_Required action_. Each entry below needs to be copied exactly, with nothing dropped.

[Opening Records supplied section]

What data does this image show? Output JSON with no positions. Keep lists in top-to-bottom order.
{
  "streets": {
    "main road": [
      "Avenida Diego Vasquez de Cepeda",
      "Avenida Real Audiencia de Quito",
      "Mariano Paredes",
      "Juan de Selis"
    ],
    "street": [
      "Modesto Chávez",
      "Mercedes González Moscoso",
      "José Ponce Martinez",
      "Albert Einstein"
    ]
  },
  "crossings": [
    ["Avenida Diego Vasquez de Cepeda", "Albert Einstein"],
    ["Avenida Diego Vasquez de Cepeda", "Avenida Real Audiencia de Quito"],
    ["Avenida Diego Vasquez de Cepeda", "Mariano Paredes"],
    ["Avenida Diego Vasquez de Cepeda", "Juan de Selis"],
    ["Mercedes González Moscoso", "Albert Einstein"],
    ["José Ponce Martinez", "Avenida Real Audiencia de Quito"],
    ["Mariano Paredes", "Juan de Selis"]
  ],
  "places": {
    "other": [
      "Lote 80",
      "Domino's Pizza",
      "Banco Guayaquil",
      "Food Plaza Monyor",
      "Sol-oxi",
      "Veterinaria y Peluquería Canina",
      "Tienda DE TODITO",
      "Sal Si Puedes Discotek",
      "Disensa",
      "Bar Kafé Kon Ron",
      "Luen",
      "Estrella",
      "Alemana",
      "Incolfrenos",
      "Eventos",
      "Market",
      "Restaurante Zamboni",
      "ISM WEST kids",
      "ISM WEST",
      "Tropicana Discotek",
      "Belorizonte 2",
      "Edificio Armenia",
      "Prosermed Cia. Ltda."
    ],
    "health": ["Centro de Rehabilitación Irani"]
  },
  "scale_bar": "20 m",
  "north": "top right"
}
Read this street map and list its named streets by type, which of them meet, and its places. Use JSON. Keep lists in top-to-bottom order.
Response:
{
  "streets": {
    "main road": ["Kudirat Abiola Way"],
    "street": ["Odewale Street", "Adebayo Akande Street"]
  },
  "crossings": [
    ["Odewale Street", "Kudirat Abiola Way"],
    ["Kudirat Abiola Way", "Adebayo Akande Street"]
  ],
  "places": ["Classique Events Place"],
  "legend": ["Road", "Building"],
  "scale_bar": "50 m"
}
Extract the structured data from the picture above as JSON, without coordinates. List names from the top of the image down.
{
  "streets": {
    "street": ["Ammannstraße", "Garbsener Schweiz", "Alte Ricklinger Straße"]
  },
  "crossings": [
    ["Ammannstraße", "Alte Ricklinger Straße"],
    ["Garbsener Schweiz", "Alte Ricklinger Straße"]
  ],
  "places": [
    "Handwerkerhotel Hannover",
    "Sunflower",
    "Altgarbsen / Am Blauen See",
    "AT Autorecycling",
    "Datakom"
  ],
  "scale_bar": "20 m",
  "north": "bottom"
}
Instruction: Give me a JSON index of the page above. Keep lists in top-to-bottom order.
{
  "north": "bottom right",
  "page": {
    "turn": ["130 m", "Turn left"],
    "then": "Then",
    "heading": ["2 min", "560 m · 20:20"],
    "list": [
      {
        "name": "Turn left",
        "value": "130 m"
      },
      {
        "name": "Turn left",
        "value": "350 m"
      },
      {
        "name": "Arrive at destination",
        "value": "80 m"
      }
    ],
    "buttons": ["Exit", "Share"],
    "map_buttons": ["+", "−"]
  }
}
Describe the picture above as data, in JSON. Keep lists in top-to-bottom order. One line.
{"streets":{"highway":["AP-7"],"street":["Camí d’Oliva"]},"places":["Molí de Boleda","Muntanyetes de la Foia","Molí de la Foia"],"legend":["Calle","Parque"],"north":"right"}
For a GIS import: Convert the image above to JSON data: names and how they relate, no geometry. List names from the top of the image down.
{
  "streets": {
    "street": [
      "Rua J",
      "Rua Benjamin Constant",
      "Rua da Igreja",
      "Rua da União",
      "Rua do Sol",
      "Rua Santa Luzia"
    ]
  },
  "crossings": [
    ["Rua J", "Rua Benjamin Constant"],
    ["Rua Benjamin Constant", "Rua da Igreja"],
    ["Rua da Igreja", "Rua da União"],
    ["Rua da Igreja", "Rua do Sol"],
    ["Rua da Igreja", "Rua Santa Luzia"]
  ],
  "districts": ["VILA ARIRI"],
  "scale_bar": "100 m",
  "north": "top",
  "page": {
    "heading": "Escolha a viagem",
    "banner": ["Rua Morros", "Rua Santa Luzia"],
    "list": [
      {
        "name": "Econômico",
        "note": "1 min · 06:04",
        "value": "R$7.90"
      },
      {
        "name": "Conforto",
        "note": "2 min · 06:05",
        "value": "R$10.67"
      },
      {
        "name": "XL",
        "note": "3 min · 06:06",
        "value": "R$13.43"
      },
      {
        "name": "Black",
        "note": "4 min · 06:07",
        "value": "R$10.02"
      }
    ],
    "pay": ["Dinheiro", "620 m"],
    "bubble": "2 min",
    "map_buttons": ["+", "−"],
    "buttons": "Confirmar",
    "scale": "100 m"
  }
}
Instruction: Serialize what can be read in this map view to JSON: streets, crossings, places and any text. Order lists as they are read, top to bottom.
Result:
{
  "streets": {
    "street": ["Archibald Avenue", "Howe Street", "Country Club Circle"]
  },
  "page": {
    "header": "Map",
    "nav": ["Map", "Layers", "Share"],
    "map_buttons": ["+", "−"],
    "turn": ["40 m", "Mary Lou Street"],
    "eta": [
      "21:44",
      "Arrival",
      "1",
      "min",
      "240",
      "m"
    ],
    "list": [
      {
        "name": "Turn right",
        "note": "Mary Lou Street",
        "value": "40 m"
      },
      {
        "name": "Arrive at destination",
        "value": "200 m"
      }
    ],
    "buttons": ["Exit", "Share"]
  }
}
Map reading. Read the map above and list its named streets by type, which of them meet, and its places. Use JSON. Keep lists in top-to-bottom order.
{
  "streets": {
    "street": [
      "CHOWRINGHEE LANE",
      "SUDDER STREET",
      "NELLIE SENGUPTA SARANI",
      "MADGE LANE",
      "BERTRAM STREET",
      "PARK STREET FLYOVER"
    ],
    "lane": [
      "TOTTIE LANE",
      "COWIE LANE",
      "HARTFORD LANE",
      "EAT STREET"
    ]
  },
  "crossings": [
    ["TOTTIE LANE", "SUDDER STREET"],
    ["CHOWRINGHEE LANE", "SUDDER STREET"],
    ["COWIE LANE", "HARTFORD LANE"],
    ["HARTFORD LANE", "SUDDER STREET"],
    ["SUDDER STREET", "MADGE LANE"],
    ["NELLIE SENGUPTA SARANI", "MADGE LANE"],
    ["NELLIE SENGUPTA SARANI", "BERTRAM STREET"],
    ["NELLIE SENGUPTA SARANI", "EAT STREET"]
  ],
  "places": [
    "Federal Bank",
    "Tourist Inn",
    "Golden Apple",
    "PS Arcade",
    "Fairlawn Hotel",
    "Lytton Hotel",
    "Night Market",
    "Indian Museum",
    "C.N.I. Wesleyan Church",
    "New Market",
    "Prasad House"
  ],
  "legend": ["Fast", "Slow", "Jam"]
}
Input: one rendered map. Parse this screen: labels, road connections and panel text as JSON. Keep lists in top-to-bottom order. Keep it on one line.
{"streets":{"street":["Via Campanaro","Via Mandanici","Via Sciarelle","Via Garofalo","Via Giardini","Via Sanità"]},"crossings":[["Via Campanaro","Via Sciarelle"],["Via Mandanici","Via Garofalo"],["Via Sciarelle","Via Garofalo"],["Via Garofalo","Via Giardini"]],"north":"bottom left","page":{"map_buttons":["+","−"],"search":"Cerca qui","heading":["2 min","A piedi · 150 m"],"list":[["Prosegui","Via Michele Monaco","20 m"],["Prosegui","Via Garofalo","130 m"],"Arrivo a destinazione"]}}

[Closing Records supplied section]

_Solution for this problem_.
What data does this image show? Output JSON with no positions. Keep lists in top-to-bottom order.
{
  "streets": {
    "main road": [
      "Avenida Diego Vasquez de Cepeda",
      "Avenida Real Audiencia de Quito",
      "Mariano Paredes",
      "Juan de Selis"
    ],
    "street": [
      "Modesto Chávez",
      "Mercedes González Moscoso",
      "José Ponce Martinez",
      "Albert Einstein"
    ]
  },
  "crossings": [
    ["Avenida Diego Vasquez de Cepeda", "Albert Einstein"],
    ["Avenida Diego Vasquez de Cepeda", "Avenida Real Audiencia de Quito"],
    ["Avenida Diego Vasquez de Cepeda", "Mariano Paredes"],
    ["Avenida Diego Vasquez de Cepeda", "Juan de Selis"],
    ["Mercedes González Moscoso", "Albert Einstein"],
    ["José Ponce Martinez", "Avenida Real Audiencia de Quito"],
    ["Mariano Paredes", "Juan de Selis"]
  ],
  "places": {
    "other": [
      "Lote 80",
      "Domino's Pizza",
      "Banco Guayaquil",
      "Food Plaza Monyor",
      "Sol-oxi",
      "Veterinaria y Peluquería Canina",
      "Tienda DE TODITO",
      "Sal Si Puedes Discotek",
      "Disensa",
      "Bar Kafé Kon Ron",
      "Luen",
      "Estrella",
      "Alemana",
      "Incolfrenos",
      "Eventos",
      "Market",
      "Restaurante Zamboni",
      "ISM WEST kids",
      "ISM WEST",
      "Tropicana Discotek",
      "Belorizonte 2",
      "Edificio Armenia",
      "Prosermed Cia. Ltda."
    ],
    "health": ["Centro de Rehabilitación Irani"]
  },
  "scale_bar": "20 m",
  "north": "top right"
}
Read this street map and list its named streets by type, which of them meet, and its places. Use JSON. Keep lists in top-to-bottom order.
Response:
{
  "streets": {
    "main road": ["Kudirat Abiola Way"],
    "street": ["Odewale Street", "Adebayo Akande Street"]
  },
  "crossings": [
    ["Odewale Street", "Kudirat Abiola Way"],
    ["Kudirat Abiola Way", "Adebayo Akande Street"]
  ],
  "places": ["Classique Events Place"],
  "legend": ["Road", "Building"],
  "scale_bar": "50 m"
}
Extract the structured data from the picture above as JSON, without coordinates. List names from the top of the image down.
{
  "streets": {
    "street": ["Ammannstraße", "Garbsener Schweiz", "Alte Ricklinger Straße"]
  },
  "crossings": [
    ["Ammannstraße", "Alte Ricklinger Straße"],
    ["Garbsener Schweiz", "Alte Ricklinger Straße"]
  ],
  "places": [
    "Handwerkerhotel Hannover",
    "Sunflower",
    "Altgarbsen / Am Blauen See",
    "AT Autorecycling",
    "Datakom"
  ],
  "scale_bar": "20 m",
  "north": "bottom"
}
Instruction: Give me a JSON index of the page above. Keep lists in top-to-bottom order.
{
  "north": "bottom right",
  "page": {
    "turn": ["130 m", "Turn left"],
    "then": "Then",
    "heading": ["2 min", "560 m · 20:20"],
    "list": [
      {
        "name": "Turn left",
        "value": "130 m"
      },
      {
        "name": "Turn left",
        "value": "350 m"
      },
      {
        "name": "Arrive at destination",
        "value": "80 m"
      }
    ],
    "buttons": ["Exit", "Share"],
    "map_buttons": ["+", "−"]
  }
}
Describe the picture above as data, in JSON. Keep lists in top-to-bottom order. One line.
{"streets":{"highway":["AP-7"],"street":["Camí d’Oliva"]},"places":["Molí de Boleda","Muntanyetes de la Foia","Molí de la Foia"],"legend":["Calle","Parque"],"north":"right"}
For a GIS import: Convert the image above to JSON data: names and how they relate, no geometry. List names from the top of the image down.
{
  "streets": {
    "street": [
      "Rua J",
      "Rua Benjamin Constant",
      "Rua da Igreja",
      "Rua da União",
      "Rua do Sol",
      "Rua Santa Luzia"
    ]
  },
  "crossings": [
    ["Rua J", "Rua Benjamin Constant"],
    ["Rua Benjamin Constant", "Rua da Igreja"],
    ["Rua da Igreja", "Rua da União"],
    ["Rua da Igreja", "Rua do Sol"],
    ["Rua da Igreja", "Rua Santa Luzia"]
  ],
  "districts": ["VILA ARIRI"],
  "scale_bar": "100 m",
  "north": "top",
  "page": {
    "heading": "Escolha a viagem",
    "banner": ["Rua Morros", "Rua Santa Luzia"],
    "list": [
      {
        "name": "Econômico",
        "note": "1 min · 06:04",
        "value": "R$7.90"
      },
      {
        "name": "Conforto",
        "note": "2 min · 06:05",
        "value": "R$10.67"
      },
      {
        "name": "XL",
        "note": "3 min · 06:06",
        "value": "R$13.43"
      },
      {
        "name": "Black",
        "note": "4 min · 06:07",
        "value": "R$10.02"
      }
    ],
    "pay": ["Dinheiro", "620 m"],
    "bubble": "2 min",
    "map_buttons": ["+", "−"],
    "buttons": "Confirmar",
    "scale": "100 m"
  }
}
Instruction: Serialize what can be read in this map view to JSON: streets, crossings, places and any text. Order lists as they are read, top to bottom.
Result:
{
  "streets": {
    "street": ["Archibald Avenue", "Howe Street", "Country Club Circle"]
  },
  "page": {
    "header": "Map",
    "nav": ["Map", "Layers", "Share"],
    "map_buttons": ["+", "−"],
    "turn": ["40 m", "Mary Lou Street"],
    "eta": [
      "21:44",
      "Arrival",
      "1",
      "min",
      "240",
      "m"
    ],
    "list": [
      {
        "name": "Turn right",
        "note": "Mary Lou Street",
        "value": "40 m"
      },
      {
        "name": "Arrive at destination",
        "value": "200 m"
      }
    ],
    "buttons": ["Exit", "Share"]
  }
}
Map reading. Read the map above and list its named streets by type, which of them meet, and its places. Use JSON. Keep lists in top-to-bottom order.
{
  "streets": {
    "street": [
      "CHOWRINGHEE LANE",
      "SUDDER STREET",
      "NELLIE SENGUPTA SARANI",
      "MADGE LANE",
      "BERTRAM STREET",
      "PARK STREET FLYOVER"
    ],
    "lane": [
      "TOTTIE LANE",
      "COWIE LANE",
      "HARTFORD LANE",
      "EAT STREET"
    ]
  },
  "crossings": [
    ["TOTTIE LANE", "SUDDER STREET"],
    ["CHOWRINGHEE LANE", "SUDDER STREET"],
    ["COWIE LANE", "HARTFORD LANE"],
    ["HARTFORD LANE", "SUDDER STREET"],
    ["SUDDER STREET", "MADGE LANE"],
    ["NELLIE SENGUPTA SARANI", "MADGE LANE"],
    ["NELLIE SENGUPTA SARANI", "BERTRAM STREET"],
    ["NELLIE SENGUPTA SARANI", "EAT STREET"]
  ],
  "places": [
    "Federal Bank",
    "Tourist Inn",
    "Golden Apple",
    "PS Arcade",
    "Fairlawn Hotel",
    "Lytton Hotel",
    "Night Market",
    "Indian Museum",
    "C.N.I. Wesleyan Church",
    "New Market",
    "Prasad House"
  ],
  "legend": ["Fast", "Slow", "Jam"]
}
Input: one rendered map. Parse this screen: labels, road connections and panel text as JSON. Keep lists in top-to-bottom order. Keep it on one line.
{"streets":{"street":["Via Campanaro","Via Mandanici","Via Sciarelle","Via Garofalo","Via Giardini","Via Sanità"]},"crossings":[["Via Campanaro","Via Sciarelle"],["Via Mandanici","Via Garofalo"],["Via Sciarelle","Via Garofalo"],["Via Garofalo","Via Giardini"]],"north":"bottom left","page":{"map_buttons":["+","−"],"search":"Cerca qui","heading":["2 min","A piedi · 150 m"],"list":[["Prosegui","Via Michele Monaco","20 m"],["Prosegui","Via Garofalo","130 m"],"Arrivo a destinazione"]}}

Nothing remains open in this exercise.